> [EXERCISE DIRECTIONS]
Lift every line from the entries that includes the word "weight".

(Stored entries)
━━━━━━━━━━━━━━━━━━━━

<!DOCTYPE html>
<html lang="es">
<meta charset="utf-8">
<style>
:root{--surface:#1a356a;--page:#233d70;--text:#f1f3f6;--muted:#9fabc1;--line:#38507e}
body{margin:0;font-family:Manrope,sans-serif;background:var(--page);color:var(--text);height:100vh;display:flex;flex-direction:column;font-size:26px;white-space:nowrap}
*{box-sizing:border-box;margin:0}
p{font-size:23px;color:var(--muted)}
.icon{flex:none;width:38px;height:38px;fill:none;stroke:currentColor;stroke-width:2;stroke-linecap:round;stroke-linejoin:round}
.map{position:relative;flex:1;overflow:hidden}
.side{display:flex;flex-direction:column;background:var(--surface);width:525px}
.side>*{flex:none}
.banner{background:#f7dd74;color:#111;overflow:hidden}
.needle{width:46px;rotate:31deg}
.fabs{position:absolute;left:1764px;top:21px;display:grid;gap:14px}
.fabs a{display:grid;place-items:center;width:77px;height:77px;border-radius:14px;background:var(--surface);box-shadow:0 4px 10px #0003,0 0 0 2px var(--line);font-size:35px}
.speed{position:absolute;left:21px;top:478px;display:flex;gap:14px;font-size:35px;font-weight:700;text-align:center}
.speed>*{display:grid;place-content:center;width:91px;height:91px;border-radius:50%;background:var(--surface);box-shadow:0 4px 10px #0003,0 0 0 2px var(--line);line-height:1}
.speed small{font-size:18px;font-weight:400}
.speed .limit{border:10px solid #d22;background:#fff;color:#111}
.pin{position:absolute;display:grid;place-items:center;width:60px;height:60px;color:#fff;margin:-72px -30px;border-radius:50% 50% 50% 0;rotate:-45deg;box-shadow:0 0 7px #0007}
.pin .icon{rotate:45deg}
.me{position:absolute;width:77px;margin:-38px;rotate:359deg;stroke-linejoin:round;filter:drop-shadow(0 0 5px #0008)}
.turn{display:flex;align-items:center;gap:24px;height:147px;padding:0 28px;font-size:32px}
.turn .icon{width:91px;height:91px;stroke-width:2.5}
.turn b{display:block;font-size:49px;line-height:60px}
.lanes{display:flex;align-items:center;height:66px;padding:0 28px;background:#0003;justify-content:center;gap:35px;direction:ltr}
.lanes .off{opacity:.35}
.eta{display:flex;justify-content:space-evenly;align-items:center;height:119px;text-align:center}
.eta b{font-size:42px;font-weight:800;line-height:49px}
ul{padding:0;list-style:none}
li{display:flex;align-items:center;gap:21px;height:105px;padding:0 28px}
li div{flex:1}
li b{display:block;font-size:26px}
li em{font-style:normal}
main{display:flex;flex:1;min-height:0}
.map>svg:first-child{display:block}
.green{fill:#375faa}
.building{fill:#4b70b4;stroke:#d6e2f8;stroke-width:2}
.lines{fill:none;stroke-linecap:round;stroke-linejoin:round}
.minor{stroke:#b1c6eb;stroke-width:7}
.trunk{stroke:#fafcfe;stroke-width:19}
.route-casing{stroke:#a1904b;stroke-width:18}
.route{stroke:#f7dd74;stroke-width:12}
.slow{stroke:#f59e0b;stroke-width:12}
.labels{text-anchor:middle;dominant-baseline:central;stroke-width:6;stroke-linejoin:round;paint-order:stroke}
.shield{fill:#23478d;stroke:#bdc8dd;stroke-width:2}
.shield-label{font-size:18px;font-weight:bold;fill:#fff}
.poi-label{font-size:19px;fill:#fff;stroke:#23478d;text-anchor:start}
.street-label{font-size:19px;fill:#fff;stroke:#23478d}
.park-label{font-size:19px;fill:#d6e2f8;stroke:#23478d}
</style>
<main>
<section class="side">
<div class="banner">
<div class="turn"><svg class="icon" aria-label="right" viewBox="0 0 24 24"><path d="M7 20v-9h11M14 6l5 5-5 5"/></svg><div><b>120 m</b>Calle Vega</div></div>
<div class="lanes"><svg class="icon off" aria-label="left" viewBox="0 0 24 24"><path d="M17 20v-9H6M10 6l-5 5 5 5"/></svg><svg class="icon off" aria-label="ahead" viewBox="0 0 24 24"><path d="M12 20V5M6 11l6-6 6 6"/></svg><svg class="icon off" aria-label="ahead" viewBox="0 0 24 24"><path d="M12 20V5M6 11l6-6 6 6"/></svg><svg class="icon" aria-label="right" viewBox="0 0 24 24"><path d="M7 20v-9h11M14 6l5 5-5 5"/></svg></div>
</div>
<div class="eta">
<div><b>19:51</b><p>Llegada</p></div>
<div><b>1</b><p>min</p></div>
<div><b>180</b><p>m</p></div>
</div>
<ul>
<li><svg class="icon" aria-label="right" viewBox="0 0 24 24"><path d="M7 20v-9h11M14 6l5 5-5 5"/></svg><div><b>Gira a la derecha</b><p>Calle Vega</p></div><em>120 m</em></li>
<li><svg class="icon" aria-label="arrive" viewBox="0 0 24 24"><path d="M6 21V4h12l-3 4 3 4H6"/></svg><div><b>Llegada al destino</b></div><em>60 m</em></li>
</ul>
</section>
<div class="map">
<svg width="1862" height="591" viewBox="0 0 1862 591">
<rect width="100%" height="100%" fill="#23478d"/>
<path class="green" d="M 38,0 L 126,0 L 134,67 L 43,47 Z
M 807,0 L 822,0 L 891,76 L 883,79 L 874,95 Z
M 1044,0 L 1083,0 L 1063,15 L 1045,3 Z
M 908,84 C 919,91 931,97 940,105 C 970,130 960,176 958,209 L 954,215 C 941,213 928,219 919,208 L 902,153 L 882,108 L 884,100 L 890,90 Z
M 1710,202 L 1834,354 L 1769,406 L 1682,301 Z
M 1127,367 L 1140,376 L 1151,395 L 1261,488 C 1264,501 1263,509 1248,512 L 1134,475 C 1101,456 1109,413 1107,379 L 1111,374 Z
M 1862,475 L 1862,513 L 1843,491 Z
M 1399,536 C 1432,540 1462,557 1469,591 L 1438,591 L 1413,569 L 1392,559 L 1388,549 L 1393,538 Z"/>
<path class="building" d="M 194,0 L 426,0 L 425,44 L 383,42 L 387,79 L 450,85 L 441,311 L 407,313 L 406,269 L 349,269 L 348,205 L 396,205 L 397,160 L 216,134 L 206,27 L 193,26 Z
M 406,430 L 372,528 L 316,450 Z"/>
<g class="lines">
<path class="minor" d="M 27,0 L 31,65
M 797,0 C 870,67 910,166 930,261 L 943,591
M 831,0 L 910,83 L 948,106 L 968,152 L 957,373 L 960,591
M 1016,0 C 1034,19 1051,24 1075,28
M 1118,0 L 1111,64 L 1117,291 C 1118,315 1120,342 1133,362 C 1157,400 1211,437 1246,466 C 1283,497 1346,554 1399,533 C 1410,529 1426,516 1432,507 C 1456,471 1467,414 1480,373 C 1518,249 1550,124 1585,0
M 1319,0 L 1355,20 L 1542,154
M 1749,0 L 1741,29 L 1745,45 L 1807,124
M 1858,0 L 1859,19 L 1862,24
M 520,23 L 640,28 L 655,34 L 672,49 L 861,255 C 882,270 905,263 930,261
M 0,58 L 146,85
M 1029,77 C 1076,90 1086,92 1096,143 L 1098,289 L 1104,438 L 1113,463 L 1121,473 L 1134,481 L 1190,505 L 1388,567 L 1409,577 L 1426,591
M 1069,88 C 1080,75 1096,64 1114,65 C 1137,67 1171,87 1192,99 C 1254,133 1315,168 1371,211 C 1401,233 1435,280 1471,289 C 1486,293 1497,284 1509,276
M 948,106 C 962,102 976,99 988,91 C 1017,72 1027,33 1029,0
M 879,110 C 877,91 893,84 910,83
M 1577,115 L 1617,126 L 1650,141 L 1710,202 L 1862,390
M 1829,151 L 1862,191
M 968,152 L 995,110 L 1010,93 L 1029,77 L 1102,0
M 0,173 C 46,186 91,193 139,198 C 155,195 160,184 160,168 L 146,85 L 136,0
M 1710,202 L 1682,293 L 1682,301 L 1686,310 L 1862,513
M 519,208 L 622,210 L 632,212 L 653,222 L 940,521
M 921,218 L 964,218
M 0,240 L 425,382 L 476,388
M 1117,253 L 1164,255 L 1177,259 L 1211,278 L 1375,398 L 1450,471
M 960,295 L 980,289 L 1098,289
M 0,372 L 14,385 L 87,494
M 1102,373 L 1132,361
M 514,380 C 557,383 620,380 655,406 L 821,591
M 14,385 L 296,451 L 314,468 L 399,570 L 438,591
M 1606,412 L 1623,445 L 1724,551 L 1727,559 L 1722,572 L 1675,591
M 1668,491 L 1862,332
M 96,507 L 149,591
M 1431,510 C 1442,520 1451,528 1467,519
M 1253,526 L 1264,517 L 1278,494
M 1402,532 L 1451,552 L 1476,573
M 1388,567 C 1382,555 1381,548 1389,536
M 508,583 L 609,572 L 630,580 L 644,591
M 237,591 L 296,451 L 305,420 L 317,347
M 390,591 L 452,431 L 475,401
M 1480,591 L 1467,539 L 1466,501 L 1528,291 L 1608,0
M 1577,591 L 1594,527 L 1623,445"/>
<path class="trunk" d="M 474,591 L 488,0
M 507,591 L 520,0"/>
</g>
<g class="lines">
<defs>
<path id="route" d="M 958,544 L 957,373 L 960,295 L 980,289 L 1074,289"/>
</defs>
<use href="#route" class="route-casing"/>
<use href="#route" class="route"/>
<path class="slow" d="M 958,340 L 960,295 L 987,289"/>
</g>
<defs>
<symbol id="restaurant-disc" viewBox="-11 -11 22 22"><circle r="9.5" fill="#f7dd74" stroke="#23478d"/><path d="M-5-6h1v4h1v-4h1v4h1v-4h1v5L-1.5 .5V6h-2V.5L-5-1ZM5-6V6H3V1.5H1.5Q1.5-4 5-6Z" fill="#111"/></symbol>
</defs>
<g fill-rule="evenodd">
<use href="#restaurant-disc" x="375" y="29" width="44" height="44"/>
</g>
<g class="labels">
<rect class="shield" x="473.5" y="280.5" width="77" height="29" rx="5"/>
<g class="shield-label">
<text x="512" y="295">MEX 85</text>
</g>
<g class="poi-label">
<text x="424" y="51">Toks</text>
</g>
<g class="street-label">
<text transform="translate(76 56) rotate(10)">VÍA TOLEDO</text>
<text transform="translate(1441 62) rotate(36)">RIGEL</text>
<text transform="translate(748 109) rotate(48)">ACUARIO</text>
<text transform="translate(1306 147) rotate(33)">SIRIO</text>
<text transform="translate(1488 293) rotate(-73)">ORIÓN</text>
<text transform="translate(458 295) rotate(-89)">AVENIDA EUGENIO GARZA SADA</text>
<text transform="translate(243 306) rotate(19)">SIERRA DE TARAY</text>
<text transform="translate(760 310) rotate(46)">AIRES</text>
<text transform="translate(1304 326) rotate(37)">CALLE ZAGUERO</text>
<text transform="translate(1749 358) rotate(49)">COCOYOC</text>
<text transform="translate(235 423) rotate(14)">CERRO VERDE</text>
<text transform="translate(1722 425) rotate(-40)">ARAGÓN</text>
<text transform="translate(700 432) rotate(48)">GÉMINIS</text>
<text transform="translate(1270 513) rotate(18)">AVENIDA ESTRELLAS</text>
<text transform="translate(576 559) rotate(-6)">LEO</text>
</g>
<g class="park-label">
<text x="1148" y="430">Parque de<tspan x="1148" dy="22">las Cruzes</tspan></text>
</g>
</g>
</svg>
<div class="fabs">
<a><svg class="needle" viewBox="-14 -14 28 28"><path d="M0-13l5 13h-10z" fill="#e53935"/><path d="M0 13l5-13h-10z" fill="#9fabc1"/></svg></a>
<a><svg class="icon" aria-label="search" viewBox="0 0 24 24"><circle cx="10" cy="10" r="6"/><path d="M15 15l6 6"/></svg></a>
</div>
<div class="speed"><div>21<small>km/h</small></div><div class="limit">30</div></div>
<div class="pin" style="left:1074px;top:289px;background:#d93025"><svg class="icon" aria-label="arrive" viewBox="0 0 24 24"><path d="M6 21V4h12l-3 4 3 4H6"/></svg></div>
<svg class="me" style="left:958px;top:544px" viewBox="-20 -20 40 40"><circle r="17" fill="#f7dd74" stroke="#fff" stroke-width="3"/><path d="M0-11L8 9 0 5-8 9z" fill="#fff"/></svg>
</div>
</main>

━━━━━━━━━━━━━━━━━━━━

> [WORKED SOLUTION]
.speed{position:absolute;left:21px;top:478px;display:flex;gap:14px;font-size:35px;font-weight:700;text-align:center}
.speed small{font-size:18px;font-weight:400}
.eta b{font-size:42px;font-weight:800;line-height:49px}
.shield-label{font-size:18px;font-weight:bold;fill:#fff}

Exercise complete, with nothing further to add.